Luna Streaming Pulsar transform functions configuration reference

Pulsar transform functions are low-code implementations of Pulsar functions.

All functions receive data from one or more input topics, apply user-supplied processing, and then publish the results to another topic. Custom functions are a powerful feature, but it can be discouraging to write custom code for common data transformation processes like type casting and concatenation.

To assist with these common tasks, DataStax offers built-in transform functions that are ready to deploy without writing custom code.

This reference explains how to configure transform functions generally, and it describes the parameters available for each function:

Cast
Compute
Drop fields
Drop
Flatten
Merge KeyValue
Unwrap KeyValue

To deploy transform functions, see Deploy and manage functions.

Configure transform functions

The TransformFunction reads its configuration as JSON from a function’s userConfig parameter at runtime.

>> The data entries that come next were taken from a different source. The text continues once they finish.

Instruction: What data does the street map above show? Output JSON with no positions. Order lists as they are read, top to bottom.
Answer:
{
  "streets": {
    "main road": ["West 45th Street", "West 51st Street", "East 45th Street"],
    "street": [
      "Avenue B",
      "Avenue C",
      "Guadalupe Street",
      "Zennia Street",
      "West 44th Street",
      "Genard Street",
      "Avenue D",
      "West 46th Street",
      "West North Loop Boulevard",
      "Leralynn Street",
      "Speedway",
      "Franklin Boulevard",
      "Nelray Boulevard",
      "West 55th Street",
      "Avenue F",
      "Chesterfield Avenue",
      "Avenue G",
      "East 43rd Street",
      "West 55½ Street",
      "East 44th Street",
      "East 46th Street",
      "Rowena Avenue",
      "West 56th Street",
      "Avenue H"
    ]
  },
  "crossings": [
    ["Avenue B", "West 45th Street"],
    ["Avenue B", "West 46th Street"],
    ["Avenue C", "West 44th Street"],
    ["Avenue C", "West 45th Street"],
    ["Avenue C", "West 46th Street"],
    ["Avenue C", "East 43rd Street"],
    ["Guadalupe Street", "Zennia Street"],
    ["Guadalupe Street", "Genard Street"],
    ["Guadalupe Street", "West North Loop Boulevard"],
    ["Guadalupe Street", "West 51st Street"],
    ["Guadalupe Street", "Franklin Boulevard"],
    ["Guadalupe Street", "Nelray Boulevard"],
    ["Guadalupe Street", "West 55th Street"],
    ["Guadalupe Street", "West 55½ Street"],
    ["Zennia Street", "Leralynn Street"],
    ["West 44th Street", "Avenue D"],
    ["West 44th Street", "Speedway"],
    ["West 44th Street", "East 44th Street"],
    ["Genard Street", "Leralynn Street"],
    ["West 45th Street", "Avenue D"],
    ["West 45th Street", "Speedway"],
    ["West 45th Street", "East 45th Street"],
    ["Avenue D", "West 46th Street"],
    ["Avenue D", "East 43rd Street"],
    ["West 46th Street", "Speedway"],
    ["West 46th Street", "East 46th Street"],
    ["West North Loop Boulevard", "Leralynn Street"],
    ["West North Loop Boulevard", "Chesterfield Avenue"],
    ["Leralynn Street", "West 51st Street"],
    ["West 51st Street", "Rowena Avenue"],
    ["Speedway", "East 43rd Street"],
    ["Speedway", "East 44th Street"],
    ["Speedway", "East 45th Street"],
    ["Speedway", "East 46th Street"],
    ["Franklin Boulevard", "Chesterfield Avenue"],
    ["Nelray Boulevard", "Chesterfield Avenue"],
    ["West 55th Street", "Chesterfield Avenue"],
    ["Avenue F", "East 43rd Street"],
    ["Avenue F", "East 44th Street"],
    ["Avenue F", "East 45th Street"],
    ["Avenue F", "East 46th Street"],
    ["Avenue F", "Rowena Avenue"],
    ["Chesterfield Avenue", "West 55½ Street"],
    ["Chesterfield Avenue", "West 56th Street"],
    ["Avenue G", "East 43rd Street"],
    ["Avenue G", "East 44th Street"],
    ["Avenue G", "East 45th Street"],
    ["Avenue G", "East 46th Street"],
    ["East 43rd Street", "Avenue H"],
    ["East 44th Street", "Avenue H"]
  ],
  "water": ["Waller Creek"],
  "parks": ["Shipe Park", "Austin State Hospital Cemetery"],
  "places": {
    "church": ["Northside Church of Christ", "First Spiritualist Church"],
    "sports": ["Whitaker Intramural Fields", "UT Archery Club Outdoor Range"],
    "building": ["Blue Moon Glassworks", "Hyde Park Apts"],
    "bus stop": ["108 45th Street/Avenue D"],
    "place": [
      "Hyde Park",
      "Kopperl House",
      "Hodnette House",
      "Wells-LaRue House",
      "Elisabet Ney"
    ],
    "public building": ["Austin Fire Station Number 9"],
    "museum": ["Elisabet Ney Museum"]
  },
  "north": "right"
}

Transform functions are defined as an array of steps, where each step object represents a single transformation operation, including the type (function name) and its parameters. If parameters are omitted, default values are used where available. For example:

{
  "steps": [
    {
      "type": "drop-fields",
      "fields": "keyField1,keyField2",
      "part": "key"
    }
  ]
}

You can use when conditions for dynamic transformations that only run if the condition is true.

You can combine multiple transform functions into a pipeline that progressively modifies records as they pass through each step. Transform functions are performed in the order in which they appear in the steps array. For example, the following configuration runs the drop-fields, merge-key-value, unwrap-key-value, and cast transform functions consecutively:

{
  "steps": [
    {
      "type": "drop-fields",
      "fields": "keyField1,keyField2",
      "part": "key"
    },
    {
      "type": "merge-key-value"
    },
    {
      "type": "unwrap-key-value"
    },
    {
      "type": "cast",
      "schema-type": "STRING"
    }
  ]
}

Using the preceding pipeline, the following example illustrates how a KeyValue<AVRO, AVRO> input record is progressively transformed by each step:

# Original input record
{key={keyField1: key1, keyField2: key2, keyField3: key3}, value={valueField1: value1, valueField2: value2, valueField3: value3}}

# drop-fields removes `keyField1` and `keyField2` from the `key`
{key={keyField3: key3}, value={valueField1: value1, valueField2: value2, valueField3: value3}} (KeyValue<AVRO, AVRO>)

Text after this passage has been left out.